Nutritional properties of bread

Bread supplies a significant portion of the nutrients required for growth, maintenance of health and well-being. It is an excellent source of protein, vitamins, minerals, fibre and carbohydrates. It is also low in fat and cholesterol.

Including bread in your everyday eating

Substitution of bread for fats maintains the energy we need to get from our diet by providing carbohydrates rather than fats for energy production. Worldwide, nutritionists and dieticians support this recommendation, and advise that the following plan for good eating is used:

  • Eat a wide variety of foods to get a good balance of vitamins and minerals.
  • Eat mostly cereals, vegetables and fruit.
  • Eat more complex carbohydrates and dietary fibre.
  • Eat less fats, refined sugar, salt and alcohol.
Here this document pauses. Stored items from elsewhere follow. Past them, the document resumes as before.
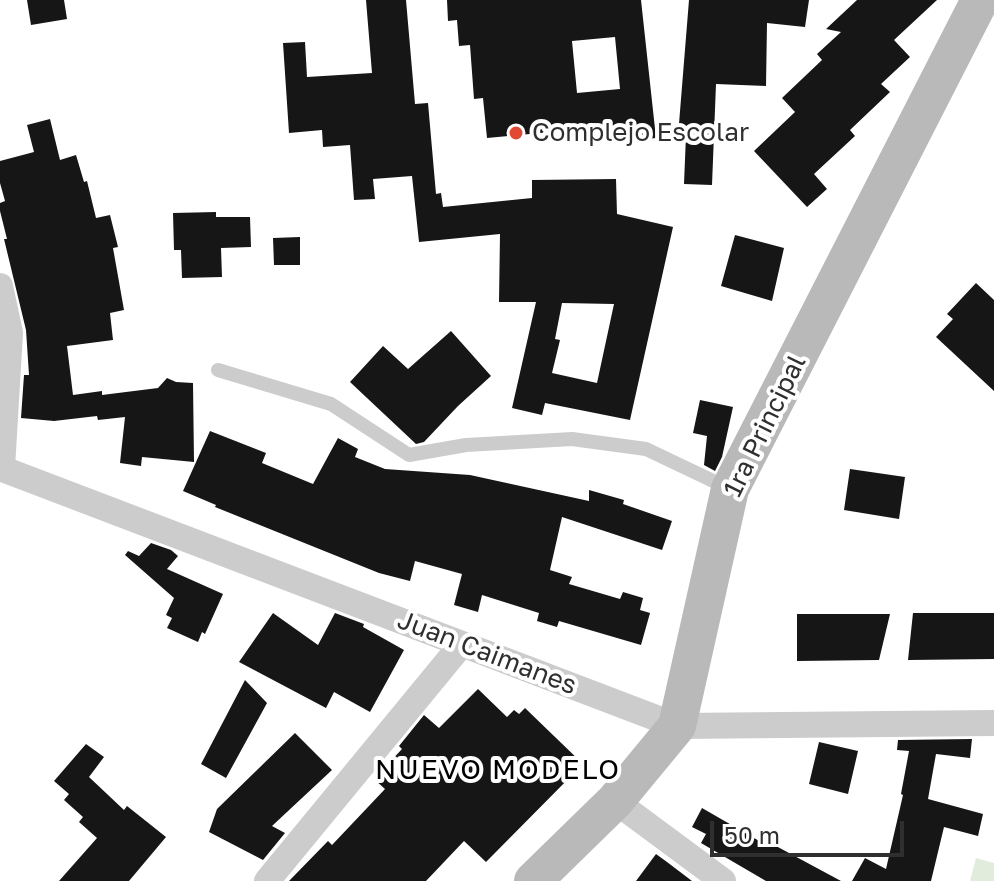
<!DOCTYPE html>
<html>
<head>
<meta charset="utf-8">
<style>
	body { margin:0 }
	#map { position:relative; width:994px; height:881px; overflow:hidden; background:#fff; font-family:"Golos Text",sans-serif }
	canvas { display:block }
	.scale { position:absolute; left:710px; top:821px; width:194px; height:36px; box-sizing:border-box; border:4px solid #2f2f2f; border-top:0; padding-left:10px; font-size:24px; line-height:28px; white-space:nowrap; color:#2f2f2f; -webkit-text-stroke:6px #fff; paint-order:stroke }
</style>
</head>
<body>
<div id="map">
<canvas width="994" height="881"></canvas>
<div class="scale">50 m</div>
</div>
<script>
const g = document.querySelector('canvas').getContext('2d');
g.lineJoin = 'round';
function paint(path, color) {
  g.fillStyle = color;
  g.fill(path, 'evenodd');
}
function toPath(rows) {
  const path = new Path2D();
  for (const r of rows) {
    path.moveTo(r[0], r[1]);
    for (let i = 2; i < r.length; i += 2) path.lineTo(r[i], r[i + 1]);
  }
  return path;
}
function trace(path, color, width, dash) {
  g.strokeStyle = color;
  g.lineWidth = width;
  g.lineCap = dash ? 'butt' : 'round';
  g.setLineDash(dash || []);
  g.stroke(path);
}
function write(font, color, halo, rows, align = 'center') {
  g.font = font + ' "Golos Text",sans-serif';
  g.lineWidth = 8;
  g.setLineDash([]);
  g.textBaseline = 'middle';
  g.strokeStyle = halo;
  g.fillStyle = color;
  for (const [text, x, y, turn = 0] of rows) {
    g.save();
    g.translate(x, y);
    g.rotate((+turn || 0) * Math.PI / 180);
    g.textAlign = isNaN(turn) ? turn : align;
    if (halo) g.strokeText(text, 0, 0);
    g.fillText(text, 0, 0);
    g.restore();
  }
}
const green = toPath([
	[976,858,994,863,994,881,970,881]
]);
const building = toPath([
	[27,0,64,0,67,19,31,25],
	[366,0,406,0,415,104,428,103,436,194,441,193,443,207,532,198,532,180,616,179,617,214,673,227,630,420,545,403,542,415,512,408,536,302,499,302,500,234,419,242,412,176,373,179,375,199,354,200,350,145,323,147,322,130,289,133,283,43,305,42,307,77,372,73],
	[562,303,614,304,597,383,552,373,560,340,555,339],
	[447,0,641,0,656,138,617,142,615,126,487,138,483,98,474,99,470,45,459,46,457,20,448,21],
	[615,37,620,89,577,93,572,41],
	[689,0,809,0,805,27,767,23,766,86,716,84,712,185,684,184,686,135,678,136],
	[857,0,937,0,894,40,910,57,881,84,890,92,850,130,855,136,814,174,827,189,807,207,754,151,795,112,782,98,822,60,817,54,841,32,826,29],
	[50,119,60,160,76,155,84,182,87,181,96,218,110,215,118,247,113,248,124,310,110,313,113,340,67,346,73,395,102,391,102,395,158,388,167,378,176,382,193,383,194,462,142,457,141,466,120,463,125,417,98,420,97,416,54,421,21,418,24,375,29,375,26,330,4,239,7,239,0,211,0,203,5,201,0,183,0,161,34,152,27,125],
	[216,212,216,217,250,217,251,247,221,248,222,277,182,278,181,250,174,250,173,213],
	[735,235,784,248,772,301,721,286],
	[300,237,300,265,274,265,273,238],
	[976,283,994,300,994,391,936,337,953,319,947,314],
	[451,331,491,376,458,406,424,442,416,444,350,382,383,346,408,369],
	[700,400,733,407,722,457,715,471,704,465,707,436,693,433],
	[210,431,266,453,262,463,313,484,338,438,358,449,355,457,385,469,470,475,589,501,589,490,624,500,623,504,672,521,662,550,562,517,550,570,572,577,569,584,620,599,623,592,643,598,640,610,650,613,641,645,559,621,557,627,537,621,539,613,482,595,478,612,454,605,462,574,415,561,410,581,379,573,215,507,216,505,183,491],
	[850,469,905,477,899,519,844,510],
	[151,543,171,550,178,556,167,569,223,594,205,634,202,632,198,642,167,628,172,618,166,615,174,598,125,555,128,551,139,556],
	[273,613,318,645,335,613,364,624,363,627,404,650,370,712,334,692,326,708,239,662],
	[913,613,994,613,994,659,908,660],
	[797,614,890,614,879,660,797,661],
	[245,680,267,703,226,778,201,764],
	[478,689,507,717,514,710,519,714,525,708,583,764,486,862,464,841,426,881,289,881,328,841,332,845,385,789,374,779,402,749,399,746,424,715,439,728],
	[295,733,332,770,272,826,285,833,263,860,209,832,217,809],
	[972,739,970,758,936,754,928,799,983,814,978,836,944,827,931,881,852,881,865,858,886,869,903,795,901,794,909,751,897,750,898,740],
	[819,742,858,751,848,794,809,784],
	[86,744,104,757,89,777,124,810,127,806,166,837,129,881,59,881,97,838,79,822,83,817,64,800,69,794,54,781],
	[702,808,761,842,763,839,841,881,766,881,701,843,706,834,692,827],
	[656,854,667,862,692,881,636,881]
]);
const lane = toPath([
	[218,370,331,404,409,455,466,445,572,439,646,449,730,489]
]);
const street = toPath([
	[0,286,10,333,2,468],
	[0,468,677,726,994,723],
	[615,801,723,881],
	[267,881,462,644]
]);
const secondary = toPath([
	[533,881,615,801,677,726,730,489,980,0]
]);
const markers = [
	[516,133,8,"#e14936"]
];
const poiNames = [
	["Complejo Escolar",532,133]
];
const streetNames = [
	["1ra Principal",765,426,-64],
	["Juan Caimanes",487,653,21]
];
const neighbourhoodNames = [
	["NUEVO MODELO",498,770]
];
paint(green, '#e2ecdd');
paint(building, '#161616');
trace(lane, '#ccc', 14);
trace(street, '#ccc', 26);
trace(secondary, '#b9b9b9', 38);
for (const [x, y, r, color] of markers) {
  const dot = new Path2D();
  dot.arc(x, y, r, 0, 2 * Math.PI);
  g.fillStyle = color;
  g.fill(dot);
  trace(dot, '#fff', 3);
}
write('26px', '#2f2f2f', '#fff', poiNames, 'left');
write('26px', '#2f2f2f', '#fff', streetNames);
g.letterSpacing = '2px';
write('28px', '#000', '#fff', neighbourhoodNames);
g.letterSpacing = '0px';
</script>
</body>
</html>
When its composition is considered along with its relatively low cost, bread is an ideal food to complement the nutritious fillings we may choose to balance our diet.

Four to six slices of bread daily is the intake recommended for adults.

Always remember though, that overall we are encouraged to eat a variety of foods and that these foods should include breads

breads – (4-6 slices of wholemeal and/or white per day),
pasta, fruit(5 portions),
vegetables (6 portions),
fish, chicken, legumes, nuts, dried peas/beans, dairy produce including trim milk, cheeses and yoghurts (preferably low fat), eggs and meats.